* Task instructions:
Quote each line of the material verbatim, without the pictures.

* Given data:
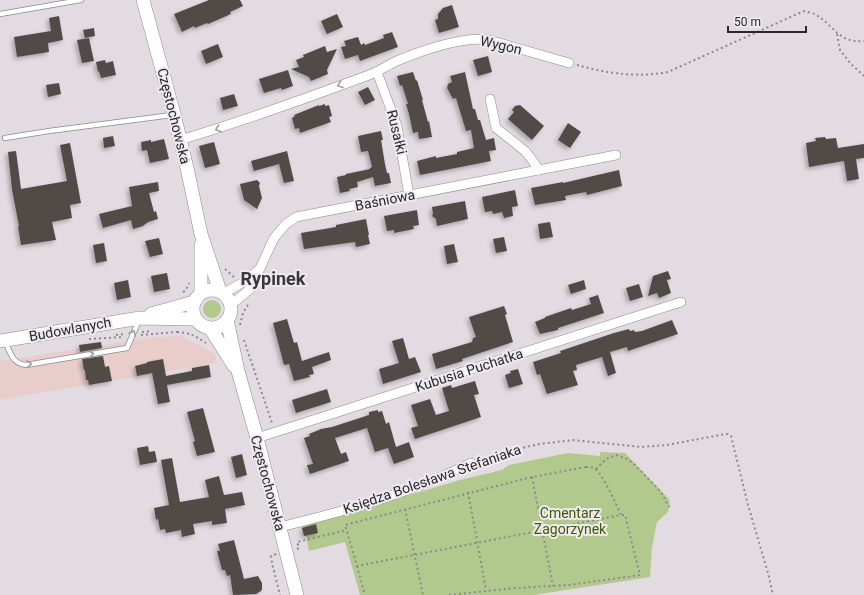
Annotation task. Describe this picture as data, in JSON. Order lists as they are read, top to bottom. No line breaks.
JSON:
{"streets":{"main road":["Częstochowska","Budowlanych"],"street":["Wygon","Rusałki","Baśniowa","Kubusia Puchatka","Księdza Bolesława Stefaniaka"]},"crossings":[["Wygon","Częstochowska"],["Wygon","Rusałki"],["Częstochowska","Baśniowa"],["Częstochowska","Budowlanych"],["Częstochowska","Kubusia Puchatka"],["Częstochowska","Księdza Bolesława Stefaniaka"],["Rusałki","Baśniowa"],["Baśniowa","Budowlanych"]],"one_way":["Wygon"],"districts":["Rypinek"],"parks":["Cmentarz Zagorzynek"],"scale_bar":"50 m"}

* Result of this task:
Annotation task. Describe this picture as data, in JSON. Order lists as they are read, top to bottom. No line breaks.
JSON:
{"streets":{"main road":["Częstochowska","Budowlanych"],"street":["Wygon","Rusałki","Baśniowa","Kubusia Puchatka","Księdza Bolesława Stefaniaka"]},"crossings":[["Wygon","Częstochowska"],["Wygon","Rusałki"],["Częstochowska","Baśniowa"],["Częstochowska","Budowlanych"],["Częstochowska","Kubusia Puchatka"],["Częstochowska","Księdza Bolesława Stefaniaka"],["Rusałki","Baśniowa"],["Baśniowa","Budowlanych"]],"one_way":["Wygon"],"districts":["Rypinek"],"parks":["Cmentarz Zagorzynek"],"scale_bar":"50 m"}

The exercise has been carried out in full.